"Leave me out, missy!"

"Not only us two for our education, mamma, but a trip like that can make you and papa ten years younger. Read what the booklet says. It—"

"I'm an old woman and I don't want I should try to look young like on the streets here up-town you can see the women. What comes natural to me like gray hairs I don't got to try to hide."

"Hurrah for ma! 'Down with the peroxide and the straight fronts,' she says."

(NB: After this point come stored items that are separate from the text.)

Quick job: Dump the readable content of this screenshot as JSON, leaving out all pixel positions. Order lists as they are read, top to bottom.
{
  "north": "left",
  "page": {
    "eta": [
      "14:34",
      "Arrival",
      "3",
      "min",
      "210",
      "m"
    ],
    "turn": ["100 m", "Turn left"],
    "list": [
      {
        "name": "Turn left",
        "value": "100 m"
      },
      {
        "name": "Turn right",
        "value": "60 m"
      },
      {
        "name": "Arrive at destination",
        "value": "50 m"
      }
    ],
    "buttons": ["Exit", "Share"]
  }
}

"Izzy, that ain't so nice neither to talk such things before your sisters."

"Don't listen to him, mamma. Just let me ask you, mamma, just let me ask you, papa—papa, listen: did you ever in your life have a real vacation? What were those two weeks in Arverne for you last summer compared to on board a ship? You—"

"That's what I need yet—shipboard! I tell you I'm an old man and I'm glad that I got a home where I can take off my shoes and sit in comfort with my rheumatism."

"Hannah Levin's father limped ten times worse than you, papa. Didn't he, mamma? And since he took Hannah over last summer not one stroke has he had since. And she—Well, you see what she did for herself."

Mrs. Binswanger paused in her stitch. "That's so, Simon; Hannah Levin should grab for herself a man like Albert Hamburger. She should fall into the human-hair Hamburger family, a stick like her! At fish-market when he lived down-town each Friday morning I used to meet old man Levin, and I should say his knees were worse as yours, papa."

"When my daughter marries a Albert Hamburger, then maybe too we can afford to take a trip to Europe."